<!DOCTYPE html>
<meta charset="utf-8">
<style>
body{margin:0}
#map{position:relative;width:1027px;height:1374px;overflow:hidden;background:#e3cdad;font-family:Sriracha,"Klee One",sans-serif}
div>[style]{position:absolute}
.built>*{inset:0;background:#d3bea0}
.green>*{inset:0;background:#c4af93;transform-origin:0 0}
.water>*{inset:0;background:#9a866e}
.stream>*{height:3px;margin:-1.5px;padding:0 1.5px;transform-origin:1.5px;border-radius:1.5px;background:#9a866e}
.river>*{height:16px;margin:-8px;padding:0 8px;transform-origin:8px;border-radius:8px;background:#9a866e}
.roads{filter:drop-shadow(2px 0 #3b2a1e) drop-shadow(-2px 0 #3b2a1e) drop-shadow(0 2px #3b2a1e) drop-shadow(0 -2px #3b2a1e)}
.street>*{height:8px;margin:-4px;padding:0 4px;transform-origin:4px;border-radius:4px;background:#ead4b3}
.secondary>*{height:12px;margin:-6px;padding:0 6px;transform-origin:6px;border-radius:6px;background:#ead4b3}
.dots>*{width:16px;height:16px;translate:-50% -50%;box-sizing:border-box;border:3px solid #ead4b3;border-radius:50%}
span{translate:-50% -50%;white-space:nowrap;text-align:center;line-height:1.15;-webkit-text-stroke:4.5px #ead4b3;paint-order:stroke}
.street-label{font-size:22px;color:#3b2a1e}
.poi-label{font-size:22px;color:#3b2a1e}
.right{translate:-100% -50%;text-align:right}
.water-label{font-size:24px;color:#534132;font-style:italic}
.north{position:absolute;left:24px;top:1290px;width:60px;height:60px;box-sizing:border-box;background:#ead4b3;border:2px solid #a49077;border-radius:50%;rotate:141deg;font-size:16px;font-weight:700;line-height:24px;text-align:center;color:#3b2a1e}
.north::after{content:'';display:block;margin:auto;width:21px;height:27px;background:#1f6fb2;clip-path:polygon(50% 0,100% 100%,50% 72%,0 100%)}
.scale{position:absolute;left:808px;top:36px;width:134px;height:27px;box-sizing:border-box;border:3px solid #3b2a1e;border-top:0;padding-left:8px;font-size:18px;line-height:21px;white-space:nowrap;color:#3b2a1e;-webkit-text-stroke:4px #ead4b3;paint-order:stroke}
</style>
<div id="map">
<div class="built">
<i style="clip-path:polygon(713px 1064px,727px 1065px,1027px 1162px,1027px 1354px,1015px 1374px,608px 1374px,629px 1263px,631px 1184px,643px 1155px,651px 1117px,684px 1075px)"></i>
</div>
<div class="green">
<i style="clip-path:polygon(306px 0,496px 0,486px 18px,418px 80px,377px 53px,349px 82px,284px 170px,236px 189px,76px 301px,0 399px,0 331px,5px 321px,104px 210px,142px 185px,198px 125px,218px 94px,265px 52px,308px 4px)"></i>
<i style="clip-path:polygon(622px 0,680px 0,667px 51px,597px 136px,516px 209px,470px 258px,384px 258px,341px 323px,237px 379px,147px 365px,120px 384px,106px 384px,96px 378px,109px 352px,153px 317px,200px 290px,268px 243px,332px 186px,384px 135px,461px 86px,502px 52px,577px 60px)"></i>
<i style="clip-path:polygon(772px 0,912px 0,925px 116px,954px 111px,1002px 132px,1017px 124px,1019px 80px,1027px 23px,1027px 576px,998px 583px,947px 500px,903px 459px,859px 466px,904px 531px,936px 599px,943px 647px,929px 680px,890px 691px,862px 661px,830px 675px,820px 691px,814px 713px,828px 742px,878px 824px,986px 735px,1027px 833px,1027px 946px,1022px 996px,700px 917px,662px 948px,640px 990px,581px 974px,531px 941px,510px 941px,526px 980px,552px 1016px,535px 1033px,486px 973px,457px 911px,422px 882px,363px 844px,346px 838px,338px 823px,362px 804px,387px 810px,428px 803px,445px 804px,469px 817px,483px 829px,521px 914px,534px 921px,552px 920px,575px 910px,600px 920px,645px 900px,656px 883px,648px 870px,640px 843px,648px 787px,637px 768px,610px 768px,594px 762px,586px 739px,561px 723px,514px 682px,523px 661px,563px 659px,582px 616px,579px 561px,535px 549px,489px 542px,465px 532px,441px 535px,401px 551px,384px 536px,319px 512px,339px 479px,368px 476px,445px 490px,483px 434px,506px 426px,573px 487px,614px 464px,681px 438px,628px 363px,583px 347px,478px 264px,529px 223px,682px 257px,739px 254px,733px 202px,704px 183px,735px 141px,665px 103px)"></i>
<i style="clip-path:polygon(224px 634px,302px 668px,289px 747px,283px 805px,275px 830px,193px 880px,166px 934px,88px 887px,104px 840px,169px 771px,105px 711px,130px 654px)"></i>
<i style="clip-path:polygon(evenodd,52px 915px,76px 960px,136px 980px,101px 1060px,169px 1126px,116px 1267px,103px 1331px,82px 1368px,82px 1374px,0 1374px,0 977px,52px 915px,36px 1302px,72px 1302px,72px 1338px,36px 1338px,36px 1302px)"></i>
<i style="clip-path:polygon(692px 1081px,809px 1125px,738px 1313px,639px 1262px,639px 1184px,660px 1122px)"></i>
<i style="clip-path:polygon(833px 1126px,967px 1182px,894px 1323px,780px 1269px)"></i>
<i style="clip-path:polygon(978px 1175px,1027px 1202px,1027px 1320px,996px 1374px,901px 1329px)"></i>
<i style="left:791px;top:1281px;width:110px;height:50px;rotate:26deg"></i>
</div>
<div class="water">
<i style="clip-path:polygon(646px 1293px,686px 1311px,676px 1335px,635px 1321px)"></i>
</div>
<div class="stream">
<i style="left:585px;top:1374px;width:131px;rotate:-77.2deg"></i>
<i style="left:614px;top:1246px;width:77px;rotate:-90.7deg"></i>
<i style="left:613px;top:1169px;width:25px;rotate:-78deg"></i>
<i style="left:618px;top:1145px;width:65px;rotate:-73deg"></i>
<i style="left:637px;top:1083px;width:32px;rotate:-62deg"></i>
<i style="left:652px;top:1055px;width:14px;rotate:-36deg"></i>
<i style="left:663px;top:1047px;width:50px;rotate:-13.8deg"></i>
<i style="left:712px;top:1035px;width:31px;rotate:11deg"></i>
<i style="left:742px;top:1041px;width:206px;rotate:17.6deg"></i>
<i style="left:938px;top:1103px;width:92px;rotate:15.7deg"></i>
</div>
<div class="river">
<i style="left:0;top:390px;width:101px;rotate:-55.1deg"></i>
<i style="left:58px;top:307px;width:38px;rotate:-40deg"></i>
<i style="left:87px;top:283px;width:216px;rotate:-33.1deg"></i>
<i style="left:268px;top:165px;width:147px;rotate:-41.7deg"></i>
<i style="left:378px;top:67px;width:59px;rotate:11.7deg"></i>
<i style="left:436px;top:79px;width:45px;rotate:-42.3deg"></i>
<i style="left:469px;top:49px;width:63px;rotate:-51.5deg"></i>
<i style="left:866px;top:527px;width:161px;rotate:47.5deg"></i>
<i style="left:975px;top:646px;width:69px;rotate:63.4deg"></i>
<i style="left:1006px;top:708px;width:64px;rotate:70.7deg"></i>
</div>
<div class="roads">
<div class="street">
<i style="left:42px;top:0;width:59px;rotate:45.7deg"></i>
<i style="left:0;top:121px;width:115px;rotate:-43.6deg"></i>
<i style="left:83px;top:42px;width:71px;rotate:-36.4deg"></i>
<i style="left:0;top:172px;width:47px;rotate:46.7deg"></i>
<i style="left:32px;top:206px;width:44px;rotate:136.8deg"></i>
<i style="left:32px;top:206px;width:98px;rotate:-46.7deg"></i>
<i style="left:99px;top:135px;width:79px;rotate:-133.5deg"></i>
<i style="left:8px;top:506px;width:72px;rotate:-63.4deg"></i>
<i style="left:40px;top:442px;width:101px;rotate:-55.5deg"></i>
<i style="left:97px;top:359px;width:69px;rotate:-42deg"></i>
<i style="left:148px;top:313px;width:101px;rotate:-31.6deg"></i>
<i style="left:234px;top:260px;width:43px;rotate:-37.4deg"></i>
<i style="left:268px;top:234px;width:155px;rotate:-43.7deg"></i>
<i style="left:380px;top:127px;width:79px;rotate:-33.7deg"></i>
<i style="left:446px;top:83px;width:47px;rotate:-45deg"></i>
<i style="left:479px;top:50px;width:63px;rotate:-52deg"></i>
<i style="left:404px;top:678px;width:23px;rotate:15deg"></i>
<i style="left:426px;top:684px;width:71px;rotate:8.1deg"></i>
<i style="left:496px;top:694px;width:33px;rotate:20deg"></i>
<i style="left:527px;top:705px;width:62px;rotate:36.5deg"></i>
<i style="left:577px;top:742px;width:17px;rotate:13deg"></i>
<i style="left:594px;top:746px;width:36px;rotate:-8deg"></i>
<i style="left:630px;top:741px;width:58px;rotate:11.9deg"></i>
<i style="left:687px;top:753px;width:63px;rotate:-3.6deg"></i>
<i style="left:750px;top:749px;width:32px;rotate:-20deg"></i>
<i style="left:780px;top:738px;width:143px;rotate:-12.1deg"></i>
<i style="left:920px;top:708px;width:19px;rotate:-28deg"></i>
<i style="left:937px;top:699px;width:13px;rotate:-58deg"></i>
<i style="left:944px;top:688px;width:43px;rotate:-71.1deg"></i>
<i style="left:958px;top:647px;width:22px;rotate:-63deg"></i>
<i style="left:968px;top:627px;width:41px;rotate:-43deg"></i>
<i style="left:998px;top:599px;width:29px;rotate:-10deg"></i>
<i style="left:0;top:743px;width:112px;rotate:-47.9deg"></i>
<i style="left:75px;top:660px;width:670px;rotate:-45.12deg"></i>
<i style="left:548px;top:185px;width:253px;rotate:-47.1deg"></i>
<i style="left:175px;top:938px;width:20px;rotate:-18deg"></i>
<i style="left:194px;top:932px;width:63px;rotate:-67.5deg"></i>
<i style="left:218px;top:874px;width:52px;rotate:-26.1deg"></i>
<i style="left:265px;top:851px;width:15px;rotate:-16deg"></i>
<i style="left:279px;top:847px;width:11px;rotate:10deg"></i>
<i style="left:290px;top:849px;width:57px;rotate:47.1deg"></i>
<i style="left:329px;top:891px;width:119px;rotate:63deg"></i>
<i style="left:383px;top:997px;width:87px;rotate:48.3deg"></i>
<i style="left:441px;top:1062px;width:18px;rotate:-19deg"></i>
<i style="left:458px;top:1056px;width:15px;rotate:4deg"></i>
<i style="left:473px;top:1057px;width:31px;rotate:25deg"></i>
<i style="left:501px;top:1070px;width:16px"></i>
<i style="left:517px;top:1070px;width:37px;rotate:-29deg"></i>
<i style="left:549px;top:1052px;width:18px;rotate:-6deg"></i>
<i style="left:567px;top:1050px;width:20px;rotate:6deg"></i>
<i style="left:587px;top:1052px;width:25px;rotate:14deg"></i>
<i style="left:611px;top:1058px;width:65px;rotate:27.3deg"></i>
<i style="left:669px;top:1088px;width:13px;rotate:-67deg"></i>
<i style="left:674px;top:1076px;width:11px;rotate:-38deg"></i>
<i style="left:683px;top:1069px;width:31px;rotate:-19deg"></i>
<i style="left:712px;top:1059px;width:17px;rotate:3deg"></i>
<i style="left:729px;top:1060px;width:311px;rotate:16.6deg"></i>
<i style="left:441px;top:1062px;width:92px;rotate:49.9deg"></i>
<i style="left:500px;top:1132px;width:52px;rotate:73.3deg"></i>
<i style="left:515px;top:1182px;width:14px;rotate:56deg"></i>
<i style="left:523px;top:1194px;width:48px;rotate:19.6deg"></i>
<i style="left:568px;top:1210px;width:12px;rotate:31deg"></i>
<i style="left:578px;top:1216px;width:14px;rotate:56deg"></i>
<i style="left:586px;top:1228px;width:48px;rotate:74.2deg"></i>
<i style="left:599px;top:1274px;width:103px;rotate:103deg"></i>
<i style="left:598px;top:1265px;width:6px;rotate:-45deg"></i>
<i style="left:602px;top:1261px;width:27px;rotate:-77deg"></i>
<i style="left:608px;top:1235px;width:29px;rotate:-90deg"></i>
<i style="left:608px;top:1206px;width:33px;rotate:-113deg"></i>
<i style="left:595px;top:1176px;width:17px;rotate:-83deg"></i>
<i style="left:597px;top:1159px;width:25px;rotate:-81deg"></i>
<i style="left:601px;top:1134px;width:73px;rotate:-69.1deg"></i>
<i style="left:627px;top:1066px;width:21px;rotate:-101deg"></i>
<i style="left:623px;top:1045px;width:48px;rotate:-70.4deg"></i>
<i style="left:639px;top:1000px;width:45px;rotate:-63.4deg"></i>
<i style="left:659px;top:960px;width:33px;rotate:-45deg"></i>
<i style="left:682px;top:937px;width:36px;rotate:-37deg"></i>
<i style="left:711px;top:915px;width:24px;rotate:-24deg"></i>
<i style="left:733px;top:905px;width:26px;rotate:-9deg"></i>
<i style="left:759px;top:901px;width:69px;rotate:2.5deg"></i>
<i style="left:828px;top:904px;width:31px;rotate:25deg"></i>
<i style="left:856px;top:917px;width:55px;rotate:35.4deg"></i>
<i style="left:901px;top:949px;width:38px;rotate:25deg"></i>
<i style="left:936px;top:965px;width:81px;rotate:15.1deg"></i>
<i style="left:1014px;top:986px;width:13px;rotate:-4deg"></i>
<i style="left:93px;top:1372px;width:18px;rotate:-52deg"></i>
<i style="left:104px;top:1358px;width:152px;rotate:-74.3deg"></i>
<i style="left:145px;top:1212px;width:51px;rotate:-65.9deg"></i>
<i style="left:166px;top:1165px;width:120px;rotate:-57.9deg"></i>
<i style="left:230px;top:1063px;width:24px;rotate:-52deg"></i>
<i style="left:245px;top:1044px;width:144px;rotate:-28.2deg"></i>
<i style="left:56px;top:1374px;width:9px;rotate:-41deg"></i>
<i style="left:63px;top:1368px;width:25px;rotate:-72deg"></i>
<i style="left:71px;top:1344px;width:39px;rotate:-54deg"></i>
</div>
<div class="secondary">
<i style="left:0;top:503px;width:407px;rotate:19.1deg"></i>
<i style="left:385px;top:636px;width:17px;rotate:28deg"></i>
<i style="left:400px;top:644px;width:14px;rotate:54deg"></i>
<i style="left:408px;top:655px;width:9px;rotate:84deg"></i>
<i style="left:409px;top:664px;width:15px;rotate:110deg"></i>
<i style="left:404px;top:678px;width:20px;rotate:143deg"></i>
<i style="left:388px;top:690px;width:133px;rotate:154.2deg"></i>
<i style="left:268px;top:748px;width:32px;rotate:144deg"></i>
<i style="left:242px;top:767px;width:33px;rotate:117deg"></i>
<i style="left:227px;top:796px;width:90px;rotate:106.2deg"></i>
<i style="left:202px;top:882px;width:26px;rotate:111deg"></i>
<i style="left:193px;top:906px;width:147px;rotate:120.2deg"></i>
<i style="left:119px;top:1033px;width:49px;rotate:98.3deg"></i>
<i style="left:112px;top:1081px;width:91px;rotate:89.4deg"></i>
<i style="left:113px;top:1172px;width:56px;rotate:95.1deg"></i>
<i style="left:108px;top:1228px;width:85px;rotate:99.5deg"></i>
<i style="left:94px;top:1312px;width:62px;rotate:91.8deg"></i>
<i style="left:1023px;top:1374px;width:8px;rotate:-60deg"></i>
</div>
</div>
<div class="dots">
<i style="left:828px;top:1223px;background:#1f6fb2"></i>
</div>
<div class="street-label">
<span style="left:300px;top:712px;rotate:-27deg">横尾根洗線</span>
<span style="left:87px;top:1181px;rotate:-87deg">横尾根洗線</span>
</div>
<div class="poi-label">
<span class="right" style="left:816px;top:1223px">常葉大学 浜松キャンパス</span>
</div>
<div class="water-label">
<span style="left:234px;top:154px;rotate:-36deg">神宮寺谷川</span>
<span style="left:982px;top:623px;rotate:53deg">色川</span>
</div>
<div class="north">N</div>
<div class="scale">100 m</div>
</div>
###
* _Exercise brief_: Beginning with the first line above, could you copy every line exactly, up to and including the one with "0 #3b2a1e) drop-shadow(-2px"?

* _Expected answer_:
<!DOCTYPE html>
<meta charset="utf-8">
<style>
body{margin:0}
#map{position:relative;width:1027px;height:1374px;overflow:hidden;background:#e3cdad;font-family:Sriracha,"Klee One",sans-serif}
div>[style]{position:absolute}
.built>*{inset:0;background:#d3bea0}
.green>*{inset:0;background:#c4af93;transform-origin:0 0}
.water>*{inset:0;background:#9a866e}
.stream>*{height:3px;margin:-1.5px;padding:0 1.5px;transform-origin:1.5px;border-radius:1.5px;background:#9a866e}
.river>*{height:16px;margin:-8px;padding:0 8px;transform-origin:8px;border-radius:8px;background:#9a866e}
.roads{filter:drop-shadow(2px 0 #3b2a1e) drop-shadow(-2px 0 #3b2a1e) drop-shadow(0 2px #3b2a1e) drop-shadow(0 -2px #3b2a1e)}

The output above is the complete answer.